Roland Bouman has been working in the IT industry since 1998, mostly as a database and web application developer. He has also worked for MySQL AB (later Sun Microsystems) as certification developer and as curriculum developer.

Roland mainly focuses on open source web technology, databases, and Business Intelligence. He's an active member of the MySQL and Pentaho communities and can often be found speaking at worldwide conferences and events such as the MySQL user conference, the O'Reilly Open Source conference (OSCON), and at Pentaho community events.

Roland is co-author of the MySQL 5.1 Cluster DBA Certification Study Guide (Vervante, ISBN: 595352502) and Pentaho Solutions: Business Intelligence and Data Warehousing with Pentaho and MySQL (Wiley, ISBN: 978-0-470-48432-6). He also writes on a regular basis for the Dutch Database Magazine (DBM).

Roland is @rolandbouman on Twitter and maintains a blog at http://rpbouman.blogspot.com/.

Matt Casters has been an independent senior BI consultant for almost two decades. In that period he led, designed, and implemented numerous data warehouses and BI solutions for large and small companies. In that capacity, he always had the need for ETL in some form or another. Almost out of pure necessity, he has been busy writing the ETL tool called Kettle (a.k.a. Pentaho Data Integration) for the past eight years. First, he developed the tool mostly on his own. Since the end of 2005 when Kettle was declared an open source technology, development took place with the help of a large community.

Since the Kettle project was acquired by Pentaho in early 2006, he has been Chief of Data Integration at Pentaho as the lead architect, head of development, and spokesperson for the Kettle community.

James Dixon is the Chief Geek and one of the co-founders of Pentaho Corporation—the leading commercial open source Business Intelligence company. He has worked in the business intelligence market since graduating in 1992 from Southampton University with a degree in Computer Science. He has served as Software Engineer, Development Manager, Engineering VP, and CTO at multiple business intelligence software companies. He regularly uses Pentaho Data Integration for internal projects and was involved in the architectural design of PDI V3.0.

He lives in Orlando, Florida, with his wife Tami and son Samuel.

Will Gorman is an Engineering Team Lead at Pentaho. He works on a variety of Pentaho's products, including Reporting, Analysis, Dashboards, Metadata, and the BI Server. Will started his career at GE Research and earned his Masters degree in Computer Science at Rensselaer Polytechnic Institute in Troy, New York. Will is the author of Pentaho Reporting 3.5 for Java Developers (ISBN: 3193), published by Packt Publishing.

Gretchen Moran is a graduate of University of Wisconsin – Stevens Point with a Bachelor's degree in Computer Information Systems with a minor in Data Communications. Gretchen began her career as a corporate data warehouse developer in the insurance industry and joined Arbor Software/Hyperion Solutions in 1999 as a commercial developer for the Hyperion Analyzer and Web Analytics team.

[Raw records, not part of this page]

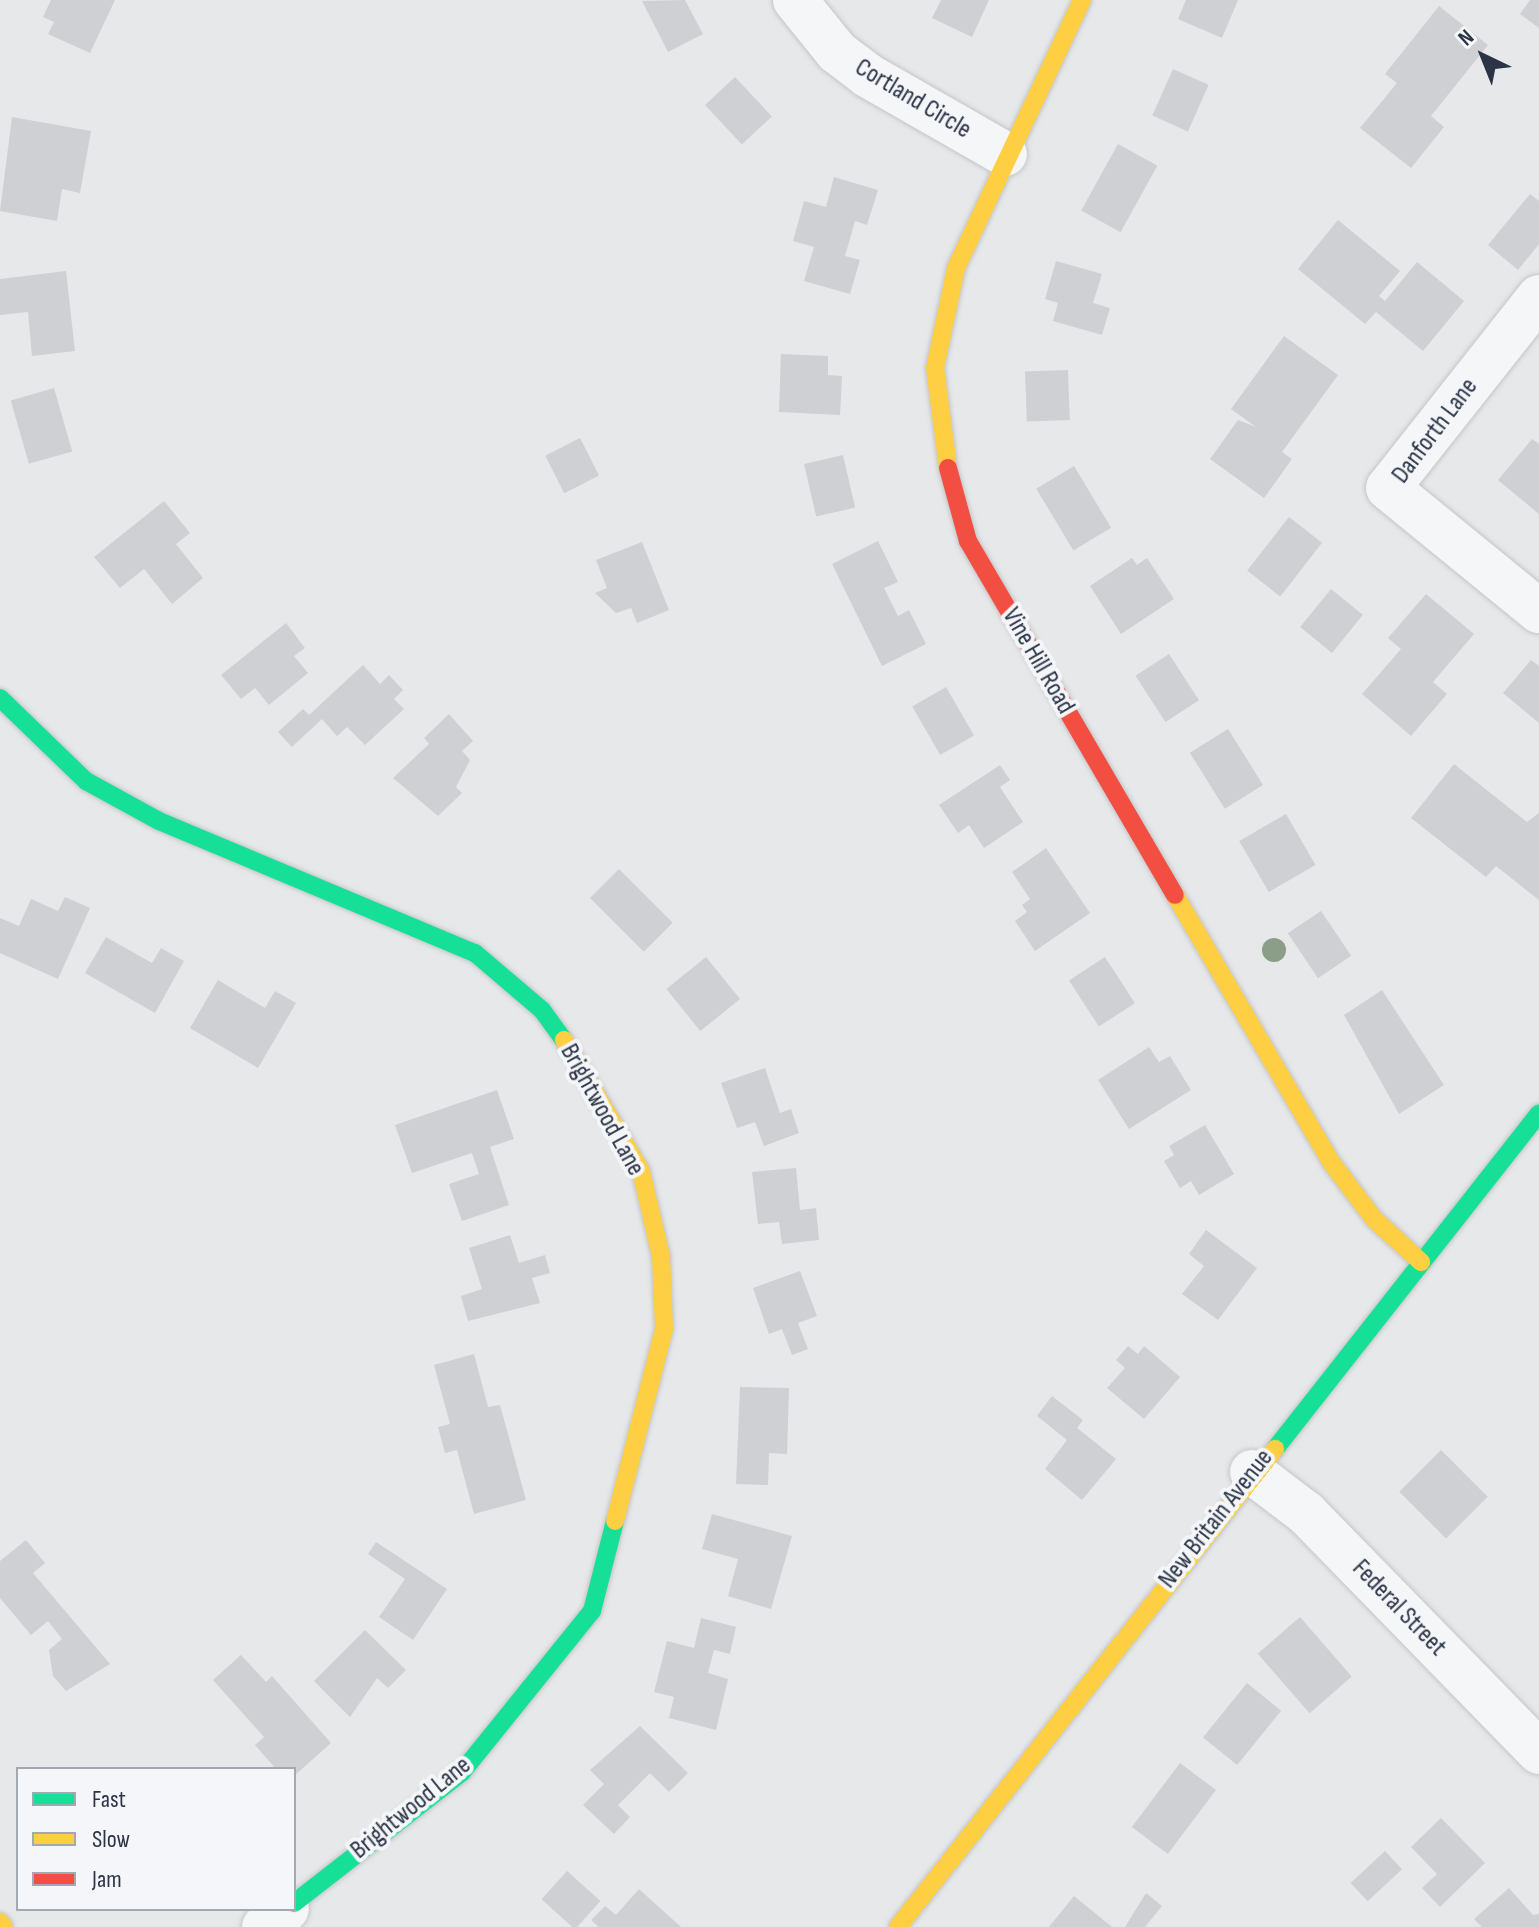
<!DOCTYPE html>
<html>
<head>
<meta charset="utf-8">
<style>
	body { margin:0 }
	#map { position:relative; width:1539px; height:1927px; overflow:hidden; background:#e6e8ea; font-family:"Sofia Sans Condensed",sans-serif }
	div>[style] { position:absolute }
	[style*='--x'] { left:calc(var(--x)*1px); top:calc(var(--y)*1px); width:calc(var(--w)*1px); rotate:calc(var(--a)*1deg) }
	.building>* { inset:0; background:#ced0d3; transform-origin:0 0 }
	.roads { filter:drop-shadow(0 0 2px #c4c6c8) drop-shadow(0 0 2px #c4c6c8) }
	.street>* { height:44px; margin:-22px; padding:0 22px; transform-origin:22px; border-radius:22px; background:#f5f6f7 }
	.fast>* { height:18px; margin:-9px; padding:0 9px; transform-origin:9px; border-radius:9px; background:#16e098 }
	.slow>* { height:18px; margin:-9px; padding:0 9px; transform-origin:9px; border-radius:9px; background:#ffcf43 }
	.jam>* { height:18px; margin:-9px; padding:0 9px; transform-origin:9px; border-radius:9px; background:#f24e42 }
	.trees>* { width:24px; height:24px; margin:-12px; border-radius:50%; background:#8a9e88 }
	span { translate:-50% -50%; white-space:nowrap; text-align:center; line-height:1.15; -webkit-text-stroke:8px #f4f6f9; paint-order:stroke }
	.street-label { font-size:26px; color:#2b3445 }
	.legend { position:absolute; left:16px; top:1767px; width:280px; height:144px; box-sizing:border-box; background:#f4f6f9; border:2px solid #a4a8b1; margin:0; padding:10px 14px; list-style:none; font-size:24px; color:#2b3445 }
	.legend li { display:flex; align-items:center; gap:16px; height:40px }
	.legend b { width:40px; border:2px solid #a4a8b1 }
	.north { position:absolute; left:1443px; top:16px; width:80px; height:80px; -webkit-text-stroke:6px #f4f6f9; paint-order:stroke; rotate:317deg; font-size:22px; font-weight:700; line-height:32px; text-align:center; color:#2b3445 }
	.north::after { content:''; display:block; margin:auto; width:28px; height:36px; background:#2b3445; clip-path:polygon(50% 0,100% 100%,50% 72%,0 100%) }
</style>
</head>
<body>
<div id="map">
	<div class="building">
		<i style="clip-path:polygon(51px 0,115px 0,90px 53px,48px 34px,54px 22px,43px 17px)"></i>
		<i style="clip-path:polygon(685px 0,703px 34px,668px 52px,642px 1px)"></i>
		<i style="clip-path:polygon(941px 0,989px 0,972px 37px,932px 18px)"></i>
		<i style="clip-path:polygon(1186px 0,1238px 0,1222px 38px,1178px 19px)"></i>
		<i style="clip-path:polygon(1530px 0,1539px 0,1539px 28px,1520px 14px)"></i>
		<i style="clip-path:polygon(1439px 6px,1488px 45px,1431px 116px,1444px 127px,1411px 168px,1360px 128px,1397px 83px,1385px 74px)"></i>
		<i style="left:1173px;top:69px;width:39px;height:51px;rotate:24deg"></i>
		<i style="left:735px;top:77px;width:54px;height:41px;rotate:47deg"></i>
		<i style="clip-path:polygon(12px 117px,91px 131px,80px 193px,62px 189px,57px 221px,0 211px)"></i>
		<i style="left:1118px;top:144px;width:45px;height:76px;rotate:29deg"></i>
		<i style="clip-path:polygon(834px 177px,878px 190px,867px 225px,855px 221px,845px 256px,860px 260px,850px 294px,804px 281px,814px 247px,793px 241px,804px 201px,826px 207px)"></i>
		<i style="clip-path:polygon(1530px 194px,1539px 201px,1539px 244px,1518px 270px,1488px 245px)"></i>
		<i style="clip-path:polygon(1338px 220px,1400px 271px,1379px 296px,1385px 301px,1417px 262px,1464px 301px,1423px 351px,1376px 312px,1365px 324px,1298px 269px)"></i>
		<i style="clip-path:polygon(1056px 261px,1102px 274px,1093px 303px,1110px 308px,1102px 335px,1053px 321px,1058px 303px,1045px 299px)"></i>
		<i style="clip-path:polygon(66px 271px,75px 351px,32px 356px,28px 312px,0 315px,0 279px)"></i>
		<i style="clip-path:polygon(1284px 336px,1338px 375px,1282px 452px,1292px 459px,1264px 498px,1210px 459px,1238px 420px,1256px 427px,1231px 409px)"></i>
		<i style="clip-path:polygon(781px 354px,828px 356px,828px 375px,842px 376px,840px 415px,779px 412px)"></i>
		<i style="left:1068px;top:370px;width:50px;height:43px;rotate:88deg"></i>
		<i style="left:54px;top:388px;width:66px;height:45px;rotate:74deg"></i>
		<i style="left:580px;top:438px;width:42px;height:39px;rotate:63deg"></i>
		<i style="clip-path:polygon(1532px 439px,1539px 444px,1539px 514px,1498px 480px)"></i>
		<i style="left:843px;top:455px;width:54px;height:40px;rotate:77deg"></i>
		<i style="left:1074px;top:466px;width:72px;height:44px;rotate:59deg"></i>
		<i style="clip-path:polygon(164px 501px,190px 533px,176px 544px,203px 578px,172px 604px,144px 569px,120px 588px,94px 557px)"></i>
		<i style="left:1289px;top:517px;width:42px;height:68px;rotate:38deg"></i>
		<i style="clip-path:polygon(878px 541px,898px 582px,884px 588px,898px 616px,909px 610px,926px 644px,882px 666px,832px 564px)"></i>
		<i style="clip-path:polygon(642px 542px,669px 610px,637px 623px,631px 608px,616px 613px,595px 593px,607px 588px,596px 560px)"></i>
		<i style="clip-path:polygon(1132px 558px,1137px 565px,1147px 558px,1174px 599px,1121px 634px,1090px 586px)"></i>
		<i style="left:1331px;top:589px;width:41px;height:49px;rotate:39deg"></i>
		<i style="clip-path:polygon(1426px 594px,1474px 634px,1433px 682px,1447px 694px,1411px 736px,1362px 694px,1401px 649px,1388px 638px)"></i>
		<i style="clip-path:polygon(286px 623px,305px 648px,294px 656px,308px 673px,269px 705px,255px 688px,241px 699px,221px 675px)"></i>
		<i style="left:1169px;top:654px;width:55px;height:40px;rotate:57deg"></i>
		<i style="clip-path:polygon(1531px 660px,1539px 666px,1539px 723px,1503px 693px)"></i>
		<i style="clip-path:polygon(363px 665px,380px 684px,389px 675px,403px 690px,394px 699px,404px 709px,365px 745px,347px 727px,337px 736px,322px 719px,292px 747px,278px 732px,303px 709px,309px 715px)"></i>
		<i style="left:946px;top:687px;width:56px;height:39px;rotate:60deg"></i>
		<i style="clip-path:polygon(449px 714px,473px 741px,462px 751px,470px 760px,456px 787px,462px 793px,438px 816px,393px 778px,429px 744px,424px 738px)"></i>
		<i style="left:1228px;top:729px;width:66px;height:45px;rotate:58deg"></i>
		<i style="clip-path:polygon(1454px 764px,1527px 822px,1539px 813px,1539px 900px,1496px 866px,1486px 877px,1411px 818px)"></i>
		<i style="clip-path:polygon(1000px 765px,1010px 780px,1000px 787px,1023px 822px,984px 848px,969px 825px,958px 833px,939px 805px)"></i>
		<i style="left:1286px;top:814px;width:59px;height:54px;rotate:60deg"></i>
		<i style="clip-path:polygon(1046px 848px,1090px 913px,1035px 951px,1015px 921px,1027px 912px,1022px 905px,1030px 899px,1012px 872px)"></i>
		<i style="left:619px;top:869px;width:76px;height:41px;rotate:45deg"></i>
		<i style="clip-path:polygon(65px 897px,90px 908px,58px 979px,0 953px,0 918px,19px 926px,31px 899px,58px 911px)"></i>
		<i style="left:1321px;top:911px;width:54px;height:40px;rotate:56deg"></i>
		<i style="clip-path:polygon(106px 937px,152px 963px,161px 948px,184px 961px,155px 1013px,85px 973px)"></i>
		<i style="left:706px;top:957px;width:54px;height:51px;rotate:51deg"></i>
		<i style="left:1105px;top:957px;width:55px;height:43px;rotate:57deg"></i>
		<i style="clip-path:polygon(218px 980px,265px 1008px,275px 991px,296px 1003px,258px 1068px,190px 1028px)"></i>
		<i style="clip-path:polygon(1382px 990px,1444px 1085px,1399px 1114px,1344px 1015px)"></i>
		<i style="clip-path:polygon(1149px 1047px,1159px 1062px,1170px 1056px,1191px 1090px,1129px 1129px,1098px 1080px)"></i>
		<i style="clip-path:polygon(765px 1068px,780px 1113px,791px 1109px,799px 1133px,764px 1146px,755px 1122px,737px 1128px,721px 1083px)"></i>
		<i style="clip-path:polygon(497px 1090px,514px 1139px,490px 1147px,509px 1205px,462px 1221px,449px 1184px,479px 1174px,472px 1153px,412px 1173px,395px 1125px)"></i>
		<i style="clip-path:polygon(1205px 1125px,1234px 1174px,1199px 1195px,1191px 1181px,1180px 1188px,1164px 1161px,1174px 1155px,1169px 1146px)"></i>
		<i style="clip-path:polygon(796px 1168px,800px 1210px,816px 1208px,819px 1240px,782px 1244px,779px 1222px,758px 1224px,752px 1172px)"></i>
		<i style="clip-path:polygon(1206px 1230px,1257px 1268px,1218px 1320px,1182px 1294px,1204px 1266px,1189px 1254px)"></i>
		<i style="clip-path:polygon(510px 1235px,519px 1263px,545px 1255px,550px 1273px,532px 1278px,540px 1303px,468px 1321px,461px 1296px,482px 1289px,469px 1248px)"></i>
		<i style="clip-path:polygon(800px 1271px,817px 1316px,798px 1323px,808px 1349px,792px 1355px,782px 1329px,769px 1334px,753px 1288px)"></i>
		<i style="clip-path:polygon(1128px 1346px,1138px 1354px,1144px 1346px,1180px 1377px,1144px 1419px,1107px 1388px,1125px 1368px,1116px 1360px)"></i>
		<i style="clip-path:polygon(474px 1354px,488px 1407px,500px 1405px,526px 1500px,474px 1514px,457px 1450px,445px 1453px,438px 1427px,450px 1424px,434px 1365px)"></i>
		<i style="clip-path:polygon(740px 1387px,789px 1388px,787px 1454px,769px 1453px,768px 1485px,736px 1484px)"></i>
		<i style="clip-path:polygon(1052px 1396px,1083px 1420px,1077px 1428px,1116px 1459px,1082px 1500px,1045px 1469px,1067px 1440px,1037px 1416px)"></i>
		<i style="left:1441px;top:1450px;width:66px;height:59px;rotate:45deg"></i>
		<i style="clip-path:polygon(712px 1514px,792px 1536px,771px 1609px,728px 1596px,738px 1559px,702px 1549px)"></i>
		<i style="clip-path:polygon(26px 1540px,45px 1563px,33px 1573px,110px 1664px,66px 1691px,53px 1676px,49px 1650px,62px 1639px,48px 1621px,31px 1635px,0 1598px,0 1561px)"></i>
		<i style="clip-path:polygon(376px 1542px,447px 1589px,413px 1640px,379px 1617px,405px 1579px,368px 1554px)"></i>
		<i style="left:1300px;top:1617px;width:79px;height:56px;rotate:49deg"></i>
		<i style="clip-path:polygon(701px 1618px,736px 1627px,730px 1654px,714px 1650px,708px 1673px,728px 1679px,716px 1730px,669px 1718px,674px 1697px,654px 1692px,667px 1641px,694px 1648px)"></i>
		<i style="clip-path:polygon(365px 1630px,406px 1670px,388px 1688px,377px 1678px,350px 1717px,314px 1681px)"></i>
		<i style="clip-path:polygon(241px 1655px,266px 1682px,272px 1676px,331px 1743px,294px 1776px,294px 1769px,276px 1769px,255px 1745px,264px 1737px,213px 1680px)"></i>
		<i style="left:1247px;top:1683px;width:44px;height:70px;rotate:39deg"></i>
		<i style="clip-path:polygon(640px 1726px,688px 1773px,669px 1792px,650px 1773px,618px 1805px,630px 1817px,614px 1834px,583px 1805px,604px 1784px,590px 1770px)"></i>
		<i style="left:1180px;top:1763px;width:45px;height:80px;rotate:37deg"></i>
		<i style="clip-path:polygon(1441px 1818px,1485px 1863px,1440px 1907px,1422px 1888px,1437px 1874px,1411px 1847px)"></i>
		<i style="left:1385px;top:1851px;width:25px;height:47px;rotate:47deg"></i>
		<i style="left:567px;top:1871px;width:45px;height:38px;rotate:42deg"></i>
		<i style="clip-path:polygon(1509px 1888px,1533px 1915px,1539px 1914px,1539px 1927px,1482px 1927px,1474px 1919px)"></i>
		<i style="clip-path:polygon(639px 1889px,681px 1927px,599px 1927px,591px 1920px,605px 1906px,616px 1915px)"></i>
		<i style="clip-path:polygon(1146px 1893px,1162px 1906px,1145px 1927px,1125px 1927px)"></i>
		<i style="clip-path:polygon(1074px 1896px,1112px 1927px,1049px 1927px)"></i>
	</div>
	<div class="roads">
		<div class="street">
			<i style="--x:795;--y:0;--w:67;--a:51.1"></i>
			<i style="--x:837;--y:52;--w:38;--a:37"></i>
			<i style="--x:867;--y:75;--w:159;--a:29.8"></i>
			<i style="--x:1539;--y:297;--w:243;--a:128.3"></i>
			<i style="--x:1388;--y:488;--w:195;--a:39.2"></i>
			<i style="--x:1252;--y:1472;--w:68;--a:37.2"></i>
			<i style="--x:1306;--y:1513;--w:334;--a:45.7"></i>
			<i style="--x:264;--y:1927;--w:29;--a:-38"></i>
		</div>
		<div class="fast">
			<i style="--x:0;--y:698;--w:120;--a:44"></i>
			<i style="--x:86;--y:781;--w:83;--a:28.7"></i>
			<i style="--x:159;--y:821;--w:342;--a:22.7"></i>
			<i style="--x:475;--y:953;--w:88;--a:40.4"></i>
			<i style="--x:542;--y:1010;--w:37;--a:54"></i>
			<i style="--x:1275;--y:1449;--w:427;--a:-51.8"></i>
			<i style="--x:294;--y:1903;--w:213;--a:-37.9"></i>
			<i style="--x:462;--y:1772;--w:207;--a:-51.1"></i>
			<i style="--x:592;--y:1611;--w:93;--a:-75.7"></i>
		</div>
		<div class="slow">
			<i style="--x:948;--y:468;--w:101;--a:-97.4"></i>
			<i style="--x:935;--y:368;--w:102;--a:-78.1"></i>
			<i style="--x:956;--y:268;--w:296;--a:-64.8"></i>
			<i style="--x:1175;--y:895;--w:309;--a:59.7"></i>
			<i style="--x:1331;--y:1162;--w:71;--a:53"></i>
			<i style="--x:1374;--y:1219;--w:64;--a:42.5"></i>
			<i style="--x:564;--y:1040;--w:152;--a:59.6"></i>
			<i style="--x:641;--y:1171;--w:87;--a:76.8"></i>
			<i style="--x:661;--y:1256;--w:73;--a:87.6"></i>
			<i style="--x:664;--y:1329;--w:198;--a:104.3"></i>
			<i style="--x:0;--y:1922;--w:6;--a:51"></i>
			<i style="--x:898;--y:1927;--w:609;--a:-51.74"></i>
		</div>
		<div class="jam">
			<i style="--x:948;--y:468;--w:76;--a:74.7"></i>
			<i style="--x:968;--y:541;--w:410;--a:59.7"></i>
		</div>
	</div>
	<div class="trees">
		<i style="left:1274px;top:950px"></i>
	</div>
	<div class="street-label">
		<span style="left:913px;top:99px;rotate:31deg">Cortland Circle</span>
		<span style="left:1435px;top:431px;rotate:-53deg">Danforth Lane</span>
		<span style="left:1038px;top:661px;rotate:60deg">Vine Hill Road</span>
		<span style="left:602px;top:1110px;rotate:61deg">Brightwood Lane</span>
		<span style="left:1216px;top:1519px;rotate:-52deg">New Britain Avenue</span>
		<span style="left:1399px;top:1608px;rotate:46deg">Federal Street</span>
		<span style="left:411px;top:1808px;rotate:-39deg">Brightwood Lane</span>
	</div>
	<ul class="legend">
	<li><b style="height:10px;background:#16e098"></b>Fast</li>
	<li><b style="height:10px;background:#ffcf43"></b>Slow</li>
	<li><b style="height:10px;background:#f24e42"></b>Jam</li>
	</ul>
	<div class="north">N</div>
</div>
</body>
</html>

Gretchen has been a key player with Pentaho Corporation since its inception in 2004. As Community Leader and core developer, Gretchen managed the explosive growth of Pentaho's open source community for her first 2 years with the company. Gretchen has contributed to many of the Pentaho projects, including the Pentaho BI Server, Pentaho Data Integration, Pentaho Metadata Editor, Pentaho Reporting, Pentaho Charting, and others.